About 500 soldiers leave the military every month in Colorado Springs, and now the Microsoft Software & Systems Academy is bridging the gap to civilian careers in information technology.

MSSA and Fort Carson celebrated Friday as 24 soldiers entered the inaugural class at Catalyst Campus for Technology & Innovation.

“Coming out of the military, this seems like the best thing to do,” said new student Jesse Sutton. “I’m feeling really confident.”

The 18-week accelerated program trains active-duty service members for IT careers.

“Creating this resource is a tangible way to give back to the service men and women and their spouses who do so much for our country,” said Mayor John Suthers.

Program graduates can meet the industry’s high demand for cloud developers and administrators in database, cloud and business intelligence fields.
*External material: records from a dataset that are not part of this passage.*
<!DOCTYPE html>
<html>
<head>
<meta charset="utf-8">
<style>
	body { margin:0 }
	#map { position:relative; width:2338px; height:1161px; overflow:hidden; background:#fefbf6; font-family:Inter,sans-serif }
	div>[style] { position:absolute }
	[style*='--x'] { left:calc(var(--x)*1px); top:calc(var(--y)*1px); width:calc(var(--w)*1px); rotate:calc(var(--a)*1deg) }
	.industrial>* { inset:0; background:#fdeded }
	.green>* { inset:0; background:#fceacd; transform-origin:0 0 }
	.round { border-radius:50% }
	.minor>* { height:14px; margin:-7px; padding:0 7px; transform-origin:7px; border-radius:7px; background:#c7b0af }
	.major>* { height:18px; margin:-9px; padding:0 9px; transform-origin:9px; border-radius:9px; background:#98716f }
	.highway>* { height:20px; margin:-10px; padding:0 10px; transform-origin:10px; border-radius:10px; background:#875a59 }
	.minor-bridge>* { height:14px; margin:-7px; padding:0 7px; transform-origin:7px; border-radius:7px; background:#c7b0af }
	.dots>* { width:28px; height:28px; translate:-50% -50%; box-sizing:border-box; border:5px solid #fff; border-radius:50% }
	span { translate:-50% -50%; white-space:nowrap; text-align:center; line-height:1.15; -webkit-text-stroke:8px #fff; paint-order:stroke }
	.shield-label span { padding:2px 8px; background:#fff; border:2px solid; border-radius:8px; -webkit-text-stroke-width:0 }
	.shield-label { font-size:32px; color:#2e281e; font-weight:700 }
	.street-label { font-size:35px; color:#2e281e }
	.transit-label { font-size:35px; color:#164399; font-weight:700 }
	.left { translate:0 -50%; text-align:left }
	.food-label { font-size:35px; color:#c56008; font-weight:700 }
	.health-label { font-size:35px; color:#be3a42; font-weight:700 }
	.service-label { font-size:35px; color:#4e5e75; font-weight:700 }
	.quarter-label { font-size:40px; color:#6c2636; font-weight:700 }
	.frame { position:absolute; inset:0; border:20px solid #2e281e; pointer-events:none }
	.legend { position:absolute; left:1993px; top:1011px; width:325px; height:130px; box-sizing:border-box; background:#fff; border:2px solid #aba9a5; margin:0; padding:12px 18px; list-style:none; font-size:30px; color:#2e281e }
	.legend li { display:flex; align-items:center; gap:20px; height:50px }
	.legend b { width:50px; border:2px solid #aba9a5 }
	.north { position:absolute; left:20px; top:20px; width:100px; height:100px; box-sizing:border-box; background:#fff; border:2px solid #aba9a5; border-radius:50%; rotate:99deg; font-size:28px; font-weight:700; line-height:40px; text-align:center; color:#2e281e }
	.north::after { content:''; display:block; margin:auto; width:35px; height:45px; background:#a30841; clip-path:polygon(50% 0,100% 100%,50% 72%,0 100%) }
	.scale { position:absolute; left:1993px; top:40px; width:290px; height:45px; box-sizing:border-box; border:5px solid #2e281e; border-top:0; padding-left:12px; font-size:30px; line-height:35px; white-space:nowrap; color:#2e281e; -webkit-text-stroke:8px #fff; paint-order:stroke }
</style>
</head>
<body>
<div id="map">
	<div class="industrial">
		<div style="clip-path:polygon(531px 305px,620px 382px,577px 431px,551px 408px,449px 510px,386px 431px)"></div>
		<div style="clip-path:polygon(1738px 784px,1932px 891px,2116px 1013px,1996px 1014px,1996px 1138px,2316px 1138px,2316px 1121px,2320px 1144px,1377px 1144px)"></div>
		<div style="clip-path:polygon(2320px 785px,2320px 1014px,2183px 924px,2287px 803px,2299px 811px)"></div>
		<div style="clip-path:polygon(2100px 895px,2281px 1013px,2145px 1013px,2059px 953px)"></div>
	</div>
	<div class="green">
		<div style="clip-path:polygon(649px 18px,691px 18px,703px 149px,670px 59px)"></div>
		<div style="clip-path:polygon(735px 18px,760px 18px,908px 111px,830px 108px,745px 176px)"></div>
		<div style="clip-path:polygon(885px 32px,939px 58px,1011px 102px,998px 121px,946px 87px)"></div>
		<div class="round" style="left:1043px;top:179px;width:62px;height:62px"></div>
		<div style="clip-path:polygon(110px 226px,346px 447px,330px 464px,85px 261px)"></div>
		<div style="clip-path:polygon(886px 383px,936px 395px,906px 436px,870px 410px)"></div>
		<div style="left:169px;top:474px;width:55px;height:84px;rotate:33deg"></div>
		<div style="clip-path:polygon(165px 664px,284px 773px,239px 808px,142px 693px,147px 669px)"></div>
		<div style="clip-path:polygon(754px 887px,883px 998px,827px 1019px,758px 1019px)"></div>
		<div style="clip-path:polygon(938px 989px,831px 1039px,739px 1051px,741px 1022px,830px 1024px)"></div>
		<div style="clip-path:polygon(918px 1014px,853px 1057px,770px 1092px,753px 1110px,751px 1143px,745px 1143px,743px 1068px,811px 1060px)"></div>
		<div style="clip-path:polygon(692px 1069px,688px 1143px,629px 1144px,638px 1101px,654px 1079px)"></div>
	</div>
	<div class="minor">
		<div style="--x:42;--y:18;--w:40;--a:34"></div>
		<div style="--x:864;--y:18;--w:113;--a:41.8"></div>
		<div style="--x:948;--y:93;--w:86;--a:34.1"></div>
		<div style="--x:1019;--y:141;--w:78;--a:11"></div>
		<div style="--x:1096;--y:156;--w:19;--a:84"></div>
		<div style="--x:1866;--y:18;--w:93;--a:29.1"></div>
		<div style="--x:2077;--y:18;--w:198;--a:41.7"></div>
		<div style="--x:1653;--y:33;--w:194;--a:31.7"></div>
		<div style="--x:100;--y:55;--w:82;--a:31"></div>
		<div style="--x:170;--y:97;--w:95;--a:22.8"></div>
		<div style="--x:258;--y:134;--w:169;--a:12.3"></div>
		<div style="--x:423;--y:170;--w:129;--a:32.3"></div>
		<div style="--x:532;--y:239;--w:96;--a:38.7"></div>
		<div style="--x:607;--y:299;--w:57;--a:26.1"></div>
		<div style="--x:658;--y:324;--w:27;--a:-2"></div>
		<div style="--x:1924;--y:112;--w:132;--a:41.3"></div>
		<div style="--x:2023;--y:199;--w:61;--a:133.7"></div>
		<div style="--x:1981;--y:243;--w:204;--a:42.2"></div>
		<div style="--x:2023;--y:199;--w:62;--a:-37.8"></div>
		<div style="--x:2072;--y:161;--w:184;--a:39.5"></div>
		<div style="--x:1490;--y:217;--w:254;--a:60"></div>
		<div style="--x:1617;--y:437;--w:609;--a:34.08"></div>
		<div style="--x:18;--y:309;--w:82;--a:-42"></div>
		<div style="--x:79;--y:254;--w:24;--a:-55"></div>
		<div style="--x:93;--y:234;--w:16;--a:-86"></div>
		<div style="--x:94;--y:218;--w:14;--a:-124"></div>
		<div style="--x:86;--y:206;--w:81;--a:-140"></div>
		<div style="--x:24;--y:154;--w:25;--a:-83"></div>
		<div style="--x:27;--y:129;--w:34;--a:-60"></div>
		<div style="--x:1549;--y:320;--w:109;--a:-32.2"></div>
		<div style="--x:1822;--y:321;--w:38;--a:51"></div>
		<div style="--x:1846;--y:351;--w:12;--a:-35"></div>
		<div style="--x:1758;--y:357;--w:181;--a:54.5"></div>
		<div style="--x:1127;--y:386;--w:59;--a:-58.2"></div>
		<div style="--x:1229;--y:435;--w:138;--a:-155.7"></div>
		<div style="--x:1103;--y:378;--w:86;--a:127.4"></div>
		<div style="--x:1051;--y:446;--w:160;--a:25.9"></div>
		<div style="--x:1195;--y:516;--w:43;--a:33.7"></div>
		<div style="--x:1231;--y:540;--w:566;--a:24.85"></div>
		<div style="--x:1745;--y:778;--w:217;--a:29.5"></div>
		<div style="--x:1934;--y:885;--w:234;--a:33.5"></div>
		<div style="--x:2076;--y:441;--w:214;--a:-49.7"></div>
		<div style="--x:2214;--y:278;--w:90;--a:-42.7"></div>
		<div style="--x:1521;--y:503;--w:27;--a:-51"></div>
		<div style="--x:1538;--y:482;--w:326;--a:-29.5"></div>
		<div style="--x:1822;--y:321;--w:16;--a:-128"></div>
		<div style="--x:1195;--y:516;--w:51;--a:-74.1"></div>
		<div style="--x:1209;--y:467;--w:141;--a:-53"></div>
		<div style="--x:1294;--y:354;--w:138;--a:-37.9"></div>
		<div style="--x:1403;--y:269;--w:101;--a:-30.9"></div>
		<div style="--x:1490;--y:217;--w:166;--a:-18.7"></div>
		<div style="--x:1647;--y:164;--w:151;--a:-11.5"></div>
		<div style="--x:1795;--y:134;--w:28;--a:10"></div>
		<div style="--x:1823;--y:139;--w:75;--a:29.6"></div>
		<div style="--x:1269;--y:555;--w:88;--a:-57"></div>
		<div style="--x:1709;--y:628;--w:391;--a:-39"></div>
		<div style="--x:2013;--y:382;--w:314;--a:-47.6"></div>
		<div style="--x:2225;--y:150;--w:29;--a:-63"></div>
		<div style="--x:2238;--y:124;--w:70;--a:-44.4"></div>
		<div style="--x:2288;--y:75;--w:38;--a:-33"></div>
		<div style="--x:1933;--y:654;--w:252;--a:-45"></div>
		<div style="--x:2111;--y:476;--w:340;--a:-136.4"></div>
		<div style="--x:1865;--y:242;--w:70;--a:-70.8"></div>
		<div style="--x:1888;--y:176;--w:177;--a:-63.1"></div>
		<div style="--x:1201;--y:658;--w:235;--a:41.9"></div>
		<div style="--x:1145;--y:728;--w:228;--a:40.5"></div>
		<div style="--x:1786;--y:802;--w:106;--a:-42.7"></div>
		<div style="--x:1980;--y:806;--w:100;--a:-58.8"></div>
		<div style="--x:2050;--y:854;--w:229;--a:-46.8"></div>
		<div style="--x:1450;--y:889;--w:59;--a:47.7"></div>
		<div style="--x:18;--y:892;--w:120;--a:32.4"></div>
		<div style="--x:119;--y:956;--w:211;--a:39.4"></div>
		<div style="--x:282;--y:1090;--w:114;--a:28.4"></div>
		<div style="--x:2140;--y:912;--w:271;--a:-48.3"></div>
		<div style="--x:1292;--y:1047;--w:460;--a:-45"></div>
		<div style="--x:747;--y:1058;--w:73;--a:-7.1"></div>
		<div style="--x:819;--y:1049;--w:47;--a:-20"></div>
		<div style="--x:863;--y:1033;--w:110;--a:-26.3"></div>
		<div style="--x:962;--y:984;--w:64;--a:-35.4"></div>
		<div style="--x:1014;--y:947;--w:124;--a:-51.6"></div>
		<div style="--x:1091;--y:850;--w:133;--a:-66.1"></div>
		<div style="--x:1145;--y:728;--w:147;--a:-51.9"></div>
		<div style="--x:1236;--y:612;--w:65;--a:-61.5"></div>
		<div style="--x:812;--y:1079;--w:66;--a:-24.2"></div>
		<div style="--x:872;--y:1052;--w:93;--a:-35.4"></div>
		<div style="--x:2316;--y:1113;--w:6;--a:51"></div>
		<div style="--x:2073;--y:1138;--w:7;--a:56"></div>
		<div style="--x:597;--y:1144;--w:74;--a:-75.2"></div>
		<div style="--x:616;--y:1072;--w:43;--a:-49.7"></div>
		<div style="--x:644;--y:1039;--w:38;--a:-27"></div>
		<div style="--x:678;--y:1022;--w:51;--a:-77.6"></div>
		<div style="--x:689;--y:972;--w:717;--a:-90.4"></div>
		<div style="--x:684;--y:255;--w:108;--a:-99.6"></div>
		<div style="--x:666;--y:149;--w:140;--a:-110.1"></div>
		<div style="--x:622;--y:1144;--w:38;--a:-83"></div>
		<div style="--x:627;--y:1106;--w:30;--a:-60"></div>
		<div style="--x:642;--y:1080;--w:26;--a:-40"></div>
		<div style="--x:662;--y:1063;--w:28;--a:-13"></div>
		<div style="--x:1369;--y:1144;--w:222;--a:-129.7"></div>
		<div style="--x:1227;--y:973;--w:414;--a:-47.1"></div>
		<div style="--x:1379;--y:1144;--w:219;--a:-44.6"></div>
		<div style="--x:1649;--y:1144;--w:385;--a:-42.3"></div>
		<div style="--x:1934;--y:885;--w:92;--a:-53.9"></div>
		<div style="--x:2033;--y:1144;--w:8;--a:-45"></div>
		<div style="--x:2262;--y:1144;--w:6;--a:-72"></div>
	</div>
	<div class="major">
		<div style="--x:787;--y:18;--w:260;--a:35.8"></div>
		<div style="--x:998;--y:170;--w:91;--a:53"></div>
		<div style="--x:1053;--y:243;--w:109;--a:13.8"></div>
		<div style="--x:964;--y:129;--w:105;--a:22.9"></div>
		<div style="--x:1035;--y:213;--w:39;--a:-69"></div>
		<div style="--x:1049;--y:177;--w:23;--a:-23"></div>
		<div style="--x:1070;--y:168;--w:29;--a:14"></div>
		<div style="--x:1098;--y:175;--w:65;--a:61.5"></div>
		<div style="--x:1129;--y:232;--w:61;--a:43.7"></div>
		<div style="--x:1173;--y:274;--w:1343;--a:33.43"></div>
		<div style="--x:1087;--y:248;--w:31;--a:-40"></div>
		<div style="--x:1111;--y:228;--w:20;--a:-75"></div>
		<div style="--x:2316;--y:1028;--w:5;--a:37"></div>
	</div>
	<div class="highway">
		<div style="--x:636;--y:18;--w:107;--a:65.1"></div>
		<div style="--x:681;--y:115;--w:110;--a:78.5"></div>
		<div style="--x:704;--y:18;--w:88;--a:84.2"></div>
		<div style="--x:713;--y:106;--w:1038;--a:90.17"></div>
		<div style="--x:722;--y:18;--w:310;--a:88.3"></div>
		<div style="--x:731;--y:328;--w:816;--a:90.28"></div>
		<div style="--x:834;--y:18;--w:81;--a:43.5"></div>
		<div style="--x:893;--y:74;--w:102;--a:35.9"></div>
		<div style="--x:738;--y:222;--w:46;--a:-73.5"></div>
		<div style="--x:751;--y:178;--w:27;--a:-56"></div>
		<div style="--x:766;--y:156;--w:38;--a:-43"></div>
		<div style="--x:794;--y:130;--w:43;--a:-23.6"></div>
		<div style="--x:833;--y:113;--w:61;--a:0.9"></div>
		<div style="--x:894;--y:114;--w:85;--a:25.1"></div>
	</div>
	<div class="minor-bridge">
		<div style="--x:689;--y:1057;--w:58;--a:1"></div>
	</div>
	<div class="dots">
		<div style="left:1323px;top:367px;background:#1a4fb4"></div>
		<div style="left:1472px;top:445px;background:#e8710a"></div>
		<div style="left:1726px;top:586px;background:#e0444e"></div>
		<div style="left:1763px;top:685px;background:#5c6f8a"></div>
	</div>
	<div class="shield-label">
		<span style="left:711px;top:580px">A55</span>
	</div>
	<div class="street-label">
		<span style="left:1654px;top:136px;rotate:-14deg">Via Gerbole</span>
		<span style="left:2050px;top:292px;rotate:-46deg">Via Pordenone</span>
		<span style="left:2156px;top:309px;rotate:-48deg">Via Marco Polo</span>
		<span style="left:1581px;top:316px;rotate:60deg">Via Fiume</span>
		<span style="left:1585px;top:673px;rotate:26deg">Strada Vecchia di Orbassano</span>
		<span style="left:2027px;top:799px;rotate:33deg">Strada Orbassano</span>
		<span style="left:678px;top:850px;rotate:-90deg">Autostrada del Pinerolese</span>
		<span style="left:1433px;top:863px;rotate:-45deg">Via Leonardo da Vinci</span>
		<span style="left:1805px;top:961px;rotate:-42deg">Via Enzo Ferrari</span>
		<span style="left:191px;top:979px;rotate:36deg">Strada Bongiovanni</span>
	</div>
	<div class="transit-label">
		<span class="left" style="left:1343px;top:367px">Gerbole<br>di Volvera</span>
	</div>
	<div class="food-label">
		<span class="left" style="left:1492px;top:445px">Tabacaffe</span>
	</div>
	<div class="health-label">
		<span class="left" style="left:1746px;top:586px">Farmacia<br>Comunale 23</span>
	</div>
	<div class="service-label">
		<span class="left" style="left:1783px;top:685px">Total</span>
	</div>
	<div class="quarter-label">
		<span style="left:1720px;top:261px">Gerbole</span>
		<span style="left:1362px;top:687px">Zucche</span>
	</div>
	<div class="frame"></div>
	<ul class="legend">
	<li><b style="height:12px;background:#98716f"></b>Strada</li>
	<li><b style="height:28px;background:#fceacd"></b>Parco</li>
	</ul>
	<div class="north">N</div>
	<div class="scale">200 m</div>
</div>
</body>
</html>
“Finding IT personnel for many businesses is a huge challenge,” said Thomas Dawkins, Microsoft’s director of workforce development and education.

The average salary for an IT professional is $70,000, Dawkins said.

“I was an IT guy in the military, and I really wanted to expand my skillset,” Sutton said.

Training goes beyond technology by expanding problem-solving skills, teamwork and critical thinking, said Aaron Glassman, chairman of Embry-Riddle Aeronautical University’s Department of Management and Technology. Microsoft is in partnership with Embry-Riddle.

Service members don’t need an IT background to join the program; a strong interest is enough.

“I was always fascinated by computers, and when I saw this program, I thought it would be a great path,” said new student Meshack Koyiaki.

Ninety percent of graduates get IT jobs or finish their college degrees, Microsoft reported. Graduates have gone on to work for more than 200 companies, including Dell, Amazon Web Services, Microsoft, Accenture and Facebook, as well as the Department of Defense.

“Even if I don’t get a job, in the future I’ll see a position asking for the knowledge I gained from the program,” Koyiaki said.

The government estimates IT occupations will grow 12 percent from 2014 to 2024, faster than the average for all occupations.

“Once you have that knowledge, no one is going to take that away from you,” Koyiaki said.